Running Evaluations

Create and run Eval Jobs to score your dataset with NovaEval — a step-by-step guide to the wizard, scorer selection, and reviewing results.

What is an Eval Job?

An Eval Job applies a set of scorers to every item in a dataset and records the results. After a run completes, you have per-item scores, aggregated statistics (mean, standard deviation, min, max), and pass/fail status for each scorer.

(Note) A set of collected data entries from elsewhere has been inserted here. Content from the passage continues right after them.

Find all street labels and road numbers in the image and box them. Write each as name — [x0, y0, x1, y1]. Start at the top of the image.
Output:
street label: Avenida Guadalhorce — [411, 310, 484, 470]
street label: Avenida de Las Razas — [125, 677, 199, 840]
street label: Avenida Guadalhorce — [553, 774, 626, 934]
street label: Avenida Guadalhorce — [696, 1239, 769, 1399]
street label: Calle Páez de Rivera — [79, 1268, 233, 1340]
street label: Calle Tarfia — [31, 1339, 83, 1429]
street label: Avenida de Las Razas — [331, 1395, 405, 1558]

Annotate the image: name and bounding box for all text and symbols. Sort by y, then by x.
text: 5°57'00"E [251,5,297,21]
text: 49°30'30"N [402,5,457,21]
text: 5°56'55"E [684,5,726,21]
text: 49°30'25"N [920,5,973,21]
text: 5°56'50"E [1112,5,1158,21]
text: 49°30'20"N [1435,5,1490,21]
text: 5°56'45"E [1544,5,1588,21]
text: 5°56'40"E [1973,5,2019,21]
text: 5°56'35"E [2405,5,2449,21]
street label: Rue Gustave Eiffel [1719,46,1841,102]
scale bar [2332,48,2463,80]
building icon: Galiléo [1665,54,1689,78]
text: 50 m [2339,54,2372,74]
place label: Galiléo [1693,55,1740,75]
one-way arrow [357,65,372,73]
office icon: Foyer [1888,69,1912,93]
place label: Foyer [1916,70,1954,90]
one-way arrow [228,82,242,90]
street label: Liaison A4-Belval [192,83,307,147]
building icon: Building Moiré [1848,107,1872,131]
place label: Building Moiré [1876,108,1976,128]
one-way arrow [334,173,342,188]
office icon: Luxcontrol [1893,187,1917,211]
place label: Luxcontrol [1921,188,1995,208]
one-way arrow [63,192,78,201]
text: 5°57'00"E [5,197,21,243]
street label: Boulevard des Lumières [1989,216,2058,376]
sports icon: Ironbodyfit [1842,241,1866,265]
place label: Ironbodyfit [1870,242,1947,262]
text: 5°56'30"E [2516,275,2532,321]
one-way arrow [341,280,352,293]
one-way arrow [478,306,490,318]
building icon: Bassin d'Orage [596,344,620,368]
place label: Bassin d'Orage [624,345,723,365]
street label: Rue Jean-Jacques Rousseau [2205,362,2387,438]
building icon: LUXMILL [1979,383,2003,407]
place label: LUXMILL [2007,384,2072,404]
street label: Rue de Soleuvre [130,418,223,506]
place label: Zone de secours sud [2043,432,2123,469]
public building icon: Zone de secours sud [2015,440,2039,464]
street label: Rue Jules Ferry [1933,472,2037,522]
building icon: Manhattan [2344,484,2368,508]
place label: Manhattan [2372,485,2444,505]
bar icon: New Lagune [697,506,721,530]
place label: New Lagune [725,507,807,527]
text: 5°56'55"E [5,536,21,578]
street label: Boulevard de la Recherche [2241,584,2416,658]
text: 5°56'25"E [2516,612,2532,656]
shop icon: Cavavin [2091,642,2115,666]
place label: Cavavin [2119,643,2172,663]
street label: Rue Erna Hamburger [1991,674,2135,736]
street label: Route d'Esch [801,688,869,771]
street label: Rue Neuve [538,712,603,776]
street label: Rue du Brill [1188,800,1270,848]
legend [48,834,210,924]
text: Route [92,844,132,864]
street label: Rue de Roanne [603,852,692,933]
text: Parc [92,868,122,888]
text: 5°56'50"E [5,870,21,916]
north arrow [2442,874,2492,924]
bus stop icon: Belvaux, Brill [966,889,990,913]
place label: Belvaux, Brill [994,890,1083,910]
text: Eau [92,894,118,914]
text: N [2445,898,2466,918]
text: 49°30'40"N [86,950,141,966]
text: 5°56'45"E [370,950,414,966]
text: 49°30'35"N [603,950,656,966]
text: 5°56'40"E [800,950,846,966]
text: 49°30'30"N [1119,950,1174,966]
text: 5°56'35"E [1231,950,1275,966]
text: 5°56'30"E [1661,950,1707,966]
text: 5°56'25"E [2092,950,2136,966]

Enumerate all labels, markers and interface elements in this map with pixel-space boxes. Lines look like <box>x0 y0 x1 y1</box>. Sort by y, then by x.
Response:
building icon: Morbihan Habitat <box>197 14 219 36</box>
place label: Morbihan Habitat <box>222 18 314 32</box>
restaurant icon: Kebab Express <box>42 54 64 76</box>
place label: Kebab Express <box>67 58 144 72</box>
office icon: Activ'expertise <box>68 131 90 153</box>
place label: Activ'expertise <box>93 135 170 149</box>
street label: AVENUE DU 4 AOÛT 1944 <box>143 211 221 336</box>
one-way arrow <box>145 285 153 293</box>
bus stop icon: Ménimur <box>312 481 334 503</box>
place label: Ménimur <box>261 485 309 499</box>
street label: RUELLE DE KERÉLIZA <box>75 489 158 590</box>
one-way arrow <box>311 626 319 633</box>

Eval Jobs are the engine behind NovaPilot reports and recommendations — NovaPilot analyzes eval job results to identify failure patterns and suggest prompt improvements.

Creating an Eval Job

There are two ways to start:

From a Dataset detail page → click the Evaluate button
From Org → Eval Jobs → click New Eval Job

Both open the three-step wizard.

Step 1 — Setup

Field	Description
Job name	A descriptive name (e.g., `production-v2-rag-eval`)
Dataset	The dataset to evaluate. Recently used ETL-linked datasets are shown first.
Evaluation mode	`batch` or `realtime` (see below)
Description	Optional notes about this eval job

Batch vs. realtime mode

Mode	Description	Best for
Batch	Scores all items in the dataset in one pass	Historical evaluation, regression testing, one-time analysis
Realtime	Continuously scores new items as they arrive in the dataset	Production monitoring, live quality gates

Use batch for evaluating a fixed dataset snapshot. Use realtime for ongoing ETL-fed datasets where you want scores to keep up with new traces.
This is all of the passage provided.